Stored data
Segment Open
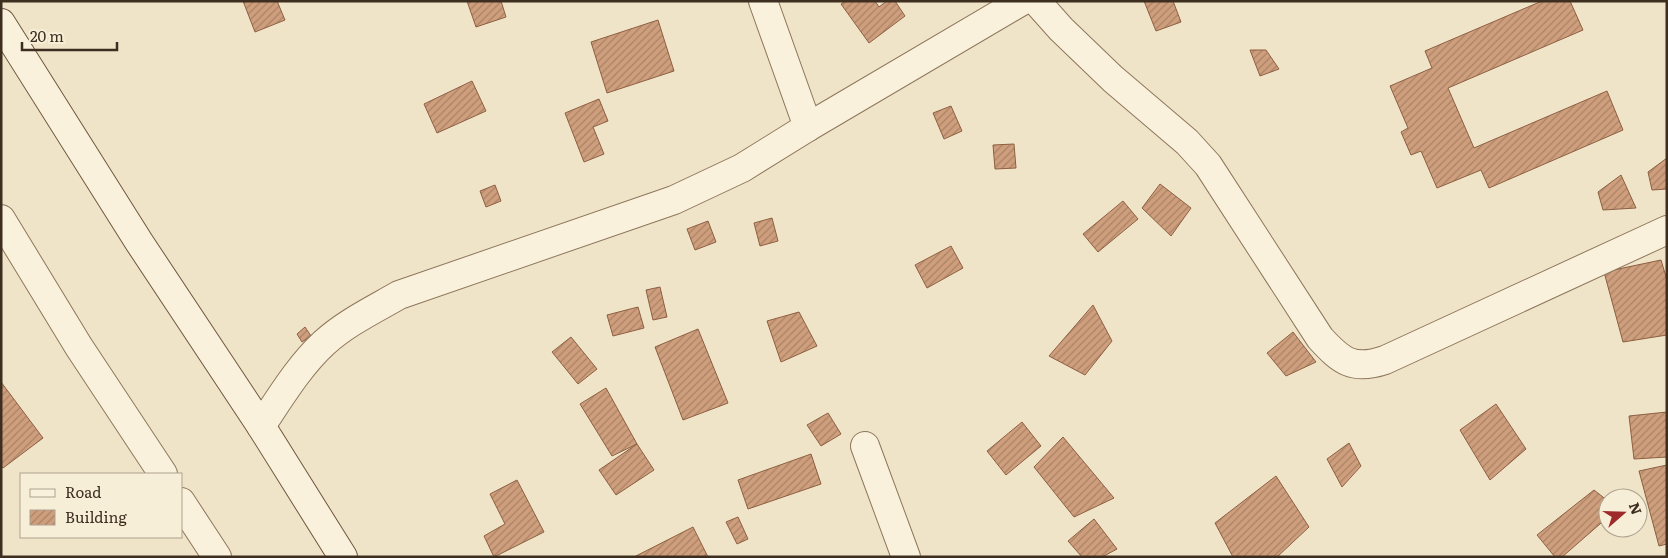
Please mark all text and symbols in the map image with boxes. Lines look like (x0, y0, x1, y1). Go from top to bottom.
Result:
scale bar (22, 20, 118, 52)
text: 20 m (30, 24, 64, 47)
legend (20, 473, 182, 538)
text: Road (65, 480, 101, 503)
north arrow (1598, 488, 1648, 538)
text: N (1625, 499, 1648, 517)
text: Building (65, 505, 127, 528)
Segment Closed
§ **Task description**
Copy each line above exactly, with no images.

§ **Solution to this problem**
Please mark all text and symbols in the map image with boxes. Lines look like (x0, y0, x1, y1). Go from top to bottom.
Result:
scale bar (22, 20, 118, 52)
text: 20 m (30, 24, 64, 47)
legend (20, 473, 182, 538)
text: Road (65, 480, 101, 503)
north arrow (1598, 488, 1648, 538)
text: N (1625, 499, 1648, 517)
text: Building (65, 505, 127, 528)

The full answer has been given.